MEMLEKET HAVASI
Kimi insan kendi memleketinde doğmuş, büyümüştür.
Çocukluğu da orada geçmiştir, ergenliği de…
Gençliği de orada geçmiştir, yaşanmışlığı da…
Her bir köşe taşı işlemiştir iliklerine kadar.
Hangi taşı kaldırsa altından ne çıkacağını bilir.
Kim kimin kızı, kimin oğlu, kimin torunu tanır.
Öyle olmuştur ki artık “Nerelisin?” sorusuna “Elhamdülillah” diye başlayarak cevap verir olmuştur.
Kimisi gurbet çocuğu olarak doğmuş, bilmediği bir kentte tanımadığı insanlar arasında büyümüştür.
İlerleyen yaşlarında hatırlayamayacağı insanlar girmiştir hayatına.
Oradan oraya savrulmuş, tutunacak dal aramıştır hayatı boyunca.

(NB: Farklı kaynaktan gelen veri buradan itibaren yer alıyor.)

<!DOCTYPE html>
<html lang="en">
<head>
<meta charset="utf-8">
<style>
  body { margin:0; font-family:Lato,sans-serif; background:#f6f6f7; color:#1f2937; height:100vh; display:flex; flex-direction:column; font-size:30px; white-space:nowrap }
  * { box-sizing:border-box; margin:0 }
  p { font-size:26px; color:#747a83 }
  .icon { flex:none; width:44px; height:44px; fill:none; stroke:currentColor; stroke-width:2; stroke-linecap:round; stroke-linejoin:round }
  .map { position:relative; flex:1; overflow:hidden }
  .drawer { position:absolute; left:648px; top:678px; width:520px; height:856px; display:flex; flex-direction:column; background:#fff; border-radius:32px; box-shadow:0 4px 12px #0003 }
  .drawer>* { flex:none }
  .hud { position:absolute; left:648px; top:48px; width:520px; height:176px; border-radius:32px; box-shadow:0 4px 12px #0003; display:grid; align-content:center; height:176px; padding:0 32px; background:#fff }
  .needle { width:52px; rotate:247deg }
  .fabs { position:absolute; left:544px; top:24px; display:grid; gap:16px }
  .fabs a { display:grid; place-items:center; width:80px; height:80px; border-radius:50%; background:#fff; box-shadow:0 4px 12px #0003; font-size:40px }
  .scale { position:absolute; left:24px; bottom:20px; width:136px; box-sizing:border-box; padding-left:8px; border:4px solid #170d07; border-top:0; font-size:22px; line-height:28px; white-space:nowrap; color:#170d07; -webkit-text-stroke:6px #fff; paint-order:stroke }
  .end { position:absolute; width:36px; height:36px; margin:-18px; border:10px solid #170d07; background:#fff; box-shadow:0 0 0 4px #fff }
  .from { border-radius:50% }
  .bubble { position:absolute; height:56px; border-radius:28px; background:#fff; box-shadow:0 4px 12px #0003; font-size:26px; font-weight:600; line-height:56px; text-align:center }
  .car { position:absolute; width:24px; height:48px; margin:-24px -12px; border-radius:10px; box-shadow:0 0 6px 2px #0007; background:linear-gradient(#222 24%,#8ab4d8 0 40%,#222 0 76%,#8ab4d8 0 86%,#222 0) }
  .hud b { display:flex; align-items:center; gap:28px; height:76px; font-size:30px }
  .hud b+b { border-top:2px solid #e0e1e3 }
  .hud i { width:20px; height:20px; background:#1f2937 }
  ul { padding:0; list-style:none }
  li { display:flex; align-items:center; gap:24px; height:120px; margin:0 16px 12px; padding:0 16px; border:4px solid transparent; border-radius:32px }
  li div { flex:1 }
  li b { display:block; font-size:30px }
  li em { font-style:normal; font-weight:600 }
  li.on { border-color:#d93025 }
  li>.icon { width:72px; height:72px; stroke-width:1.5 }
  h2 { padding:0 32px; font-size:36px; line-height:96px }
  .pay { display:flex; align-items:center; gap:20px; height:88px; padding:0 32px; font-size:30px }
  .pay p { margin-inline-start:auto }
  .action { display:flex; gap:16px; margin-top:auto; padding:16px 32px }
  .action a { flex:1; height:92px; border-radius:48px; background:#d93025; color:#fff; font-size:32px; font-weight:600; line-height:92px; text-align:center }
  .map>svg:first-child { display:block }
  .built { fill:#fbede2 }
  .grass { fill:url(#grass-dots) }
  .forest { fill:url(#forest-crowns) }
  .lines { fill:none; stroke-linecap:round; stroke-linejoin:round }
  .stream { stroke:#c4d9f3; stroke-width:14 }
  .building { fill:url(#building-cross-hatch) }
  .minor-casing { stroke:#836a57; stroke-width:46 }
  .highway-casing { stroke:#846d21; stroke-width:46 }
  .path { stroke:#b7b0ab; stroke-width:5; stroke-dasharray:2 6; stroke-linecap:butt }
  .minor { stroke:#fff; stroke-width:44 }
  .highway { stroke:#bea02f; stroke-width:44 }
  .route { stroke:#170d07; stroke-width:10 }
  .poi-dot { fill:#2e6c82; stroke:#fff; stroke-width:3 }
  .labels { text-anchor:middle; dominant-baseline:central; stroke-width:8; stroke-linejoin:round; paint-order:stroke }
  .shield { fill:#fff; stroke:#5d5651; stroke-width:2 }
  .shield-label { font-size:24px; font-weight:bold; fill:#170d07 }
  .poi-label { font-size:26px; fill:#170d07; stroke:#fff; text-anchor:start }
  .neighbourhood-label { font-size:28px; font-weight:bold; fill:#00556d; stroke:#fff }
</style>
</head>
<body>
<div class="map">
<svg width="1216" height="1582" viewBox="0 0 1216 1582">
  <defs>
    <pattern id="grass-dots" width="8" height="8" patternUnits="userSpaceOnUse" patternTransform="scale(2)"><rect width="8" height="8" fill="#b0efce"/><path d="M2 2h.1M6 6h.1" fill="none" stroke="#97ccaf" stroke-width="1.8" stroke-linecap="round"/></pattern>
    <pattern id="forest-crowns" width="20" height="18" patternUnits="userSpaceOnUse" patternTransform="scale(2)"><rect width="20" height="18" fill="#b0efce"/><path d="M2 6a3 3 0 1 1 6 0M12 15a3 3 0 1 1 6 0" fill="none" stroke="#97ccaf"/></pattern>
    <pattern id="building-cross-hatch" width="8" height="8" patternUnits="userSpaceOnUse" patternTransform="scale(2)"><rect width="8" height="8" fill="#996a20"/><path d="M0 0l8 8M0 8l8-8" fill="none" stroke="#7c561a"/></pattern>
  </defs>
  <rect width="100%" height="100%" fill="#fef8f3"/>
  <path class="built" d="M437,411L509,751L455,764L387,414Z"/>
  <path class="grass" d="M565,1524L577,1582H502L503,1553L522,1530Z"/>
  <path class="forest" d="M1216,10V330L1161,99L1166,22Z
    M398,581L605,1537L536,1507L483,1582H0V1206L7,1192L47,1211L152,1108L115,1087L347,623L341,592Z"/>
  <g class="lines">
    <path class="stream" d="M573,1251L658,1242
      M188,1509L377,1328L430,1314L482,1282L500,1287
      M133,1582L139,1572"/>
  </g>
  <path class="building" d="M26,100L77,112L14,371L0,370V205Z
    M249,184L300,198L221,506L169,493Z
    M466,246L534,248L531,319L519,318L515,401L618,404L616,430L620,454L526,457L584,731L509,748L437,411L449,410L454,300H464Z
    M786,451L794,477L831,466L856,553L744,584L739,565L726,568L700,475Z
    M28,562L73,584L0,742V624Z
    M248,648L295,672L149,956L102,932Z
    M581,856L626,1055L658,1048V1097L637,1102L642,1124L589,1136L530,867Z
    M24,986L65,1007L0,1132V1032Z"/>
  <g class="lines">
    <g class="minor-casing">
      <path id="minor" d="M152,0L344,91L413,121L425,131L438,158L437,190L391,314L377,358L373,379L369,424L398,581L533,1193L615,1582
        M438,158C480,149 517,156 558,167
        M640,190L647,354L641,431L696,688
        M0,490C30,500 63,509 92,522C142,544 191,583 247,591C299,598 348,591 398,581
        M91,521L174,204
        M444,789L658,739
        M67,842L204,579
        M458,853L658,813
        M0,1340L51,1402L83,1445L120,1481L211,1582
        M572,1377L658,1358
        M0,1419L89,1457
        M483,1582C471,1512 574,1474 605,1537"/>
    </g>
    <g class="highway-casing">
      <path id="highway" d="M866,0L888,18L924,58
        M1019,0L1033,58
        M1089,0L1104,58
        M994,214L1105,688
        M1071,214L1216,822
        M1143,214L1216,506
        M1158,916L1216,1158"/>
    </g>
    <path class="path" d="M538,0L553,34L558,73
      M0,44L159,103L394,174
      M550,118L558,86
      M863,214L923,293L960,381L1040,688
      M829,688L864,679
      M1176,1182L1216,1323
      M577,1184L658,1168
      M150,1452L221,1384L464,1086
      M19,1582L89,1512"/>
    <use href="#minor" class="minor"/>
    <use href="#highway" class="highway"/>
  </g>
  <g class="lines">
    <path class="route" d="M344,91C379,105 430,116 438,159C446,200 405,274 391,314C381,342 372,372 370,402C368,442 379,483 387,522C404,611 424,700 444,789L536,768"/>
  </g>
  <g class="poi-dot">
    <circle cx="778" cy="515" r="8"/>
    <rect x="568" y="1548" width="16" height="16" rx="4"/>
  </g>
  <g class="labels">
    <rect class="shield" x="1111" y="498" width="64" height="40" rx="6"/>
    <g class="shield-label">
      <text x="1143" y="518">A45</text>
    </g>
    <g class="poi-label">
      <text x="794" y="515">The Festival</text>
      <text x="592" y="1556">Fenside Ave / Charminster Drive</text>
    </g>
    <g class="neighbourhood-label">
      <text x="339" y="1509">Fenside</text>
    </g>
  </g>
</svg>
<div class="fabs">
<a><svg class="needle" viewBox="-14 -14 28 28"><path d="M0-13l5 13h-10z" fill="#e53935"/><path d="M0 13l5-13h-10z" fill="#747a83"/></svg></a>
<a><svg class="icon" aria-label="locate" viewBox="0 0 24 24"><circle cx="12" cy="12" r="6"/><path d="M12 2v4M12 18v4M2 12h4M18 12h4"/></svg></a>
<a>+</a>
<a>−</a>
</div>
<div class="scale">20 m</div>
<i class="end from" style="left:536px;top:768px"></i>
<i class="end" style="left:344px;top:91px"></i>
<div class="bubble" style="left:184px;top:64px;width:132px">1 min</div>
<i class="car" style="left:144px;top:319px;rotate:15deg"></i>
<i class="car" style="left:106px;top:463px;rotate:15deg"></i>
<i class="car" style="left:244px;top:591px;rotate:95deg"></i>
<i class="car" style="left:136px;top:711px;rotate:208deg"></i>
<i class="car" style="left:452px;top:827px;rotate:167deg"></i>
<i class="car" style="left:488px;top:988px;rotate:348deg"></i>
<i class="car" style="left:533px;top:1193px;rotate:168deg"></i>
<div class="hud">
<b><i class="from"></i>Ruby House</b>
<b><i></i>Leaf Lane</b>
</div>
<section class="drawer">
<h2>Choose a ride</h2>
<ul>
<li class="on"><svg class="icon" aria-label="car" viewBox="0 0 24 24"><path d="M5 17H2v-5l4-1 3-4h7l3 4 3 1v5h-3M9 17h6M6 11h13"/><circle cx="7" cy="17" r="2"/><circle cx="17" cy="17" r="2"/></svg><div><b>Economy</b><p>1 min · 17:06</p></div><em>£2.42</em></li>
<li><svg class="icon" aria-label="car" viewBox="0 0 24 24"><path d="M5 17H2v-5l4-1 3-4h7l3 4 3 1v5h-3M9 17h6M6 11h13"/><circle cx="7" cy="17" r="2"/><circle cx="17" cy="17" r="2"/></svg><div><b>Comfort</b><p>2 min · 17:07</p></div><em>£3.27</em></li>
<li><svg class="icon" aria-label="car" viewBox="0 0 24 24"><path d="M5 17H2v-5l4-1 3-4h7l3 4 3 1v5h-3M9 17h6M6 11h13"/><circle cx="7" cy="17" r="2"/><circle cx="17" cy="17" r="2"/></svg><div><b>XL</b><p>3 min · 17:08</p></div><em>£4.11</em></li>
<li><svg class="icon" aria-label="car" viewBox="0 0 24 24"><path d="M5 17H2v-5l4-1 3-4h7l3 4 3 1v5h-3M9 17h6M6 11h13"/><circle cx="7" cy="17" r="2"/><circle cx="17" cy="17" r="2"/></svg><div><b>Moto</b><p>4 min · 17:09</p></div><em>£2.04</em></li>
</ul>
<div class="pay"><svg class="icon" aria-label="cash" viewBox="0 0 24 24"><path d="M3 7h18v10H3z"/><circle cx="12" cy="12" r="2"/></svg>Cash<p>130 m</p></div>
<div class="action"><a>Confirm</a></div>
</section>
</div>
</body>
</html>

Zaman zaman memleket havası koklasa da, oralı olamamıştır hiç.
Kimisi de gerçek gurbetçidir.
Değil tanımadığı kent, tanımadığı insanlar, dillerini bile bilmez yaşadığı memleketin.
İnsanlarını tanımaz.
Yer edinmeye çalışır, kabullenmeye, kabullenilmeye…
Zamanla alışır, yada alışır gibi yapar o kentin yaşamına.
Ama hep özler memleket havasını, anasını, babasını…
Demem o ki, bir memleketi olmalı insanın.
Yaşamalı, yaşayamıyorsa özlemeli.
Gitmek, görmek istemeli.
Kendisi tanımasa da, onu tanıyanlar çıkmalı gittiğinde.
Az önce tanıştığı halde yıllarca tanıyor gibi candan olmalı sohbetleri.
Eskileri yâdetmeli, yenileri umut etmeli.
Bir memleketi olmalı insanın.
Uzun zaman sonra gittiğinde derin derin içine çekmeli havasını.
Sokaklarında gezmeli, çeşmesinden su içmeli, yaylasına çıkmalı, denizinde kulaç atmalı.
Bir memleketi olmalı insanın.
Toprağına fidan dikmeli, umut yeşertmeli ve…
Hep umudu olmalı.
Bir daha geldiğinde yine soluduğu havaya şükredecek kadar umudu, yeni umutlar yeşertecek kadar güveni olmalı.
Yeni tohumlar ektiğinde heyecan duymalı yeşermesini beklerken, acaba büyür mü diye kaygı duymadan.
Geleceğe güvenle bakmalı…
Evet, sabretmeli belki, her doğan güneşi gördüğünde Yaradan’ın verdiği nimetlere şükrederek…
Ama ektiği tohumun hasat zamanını bilerek.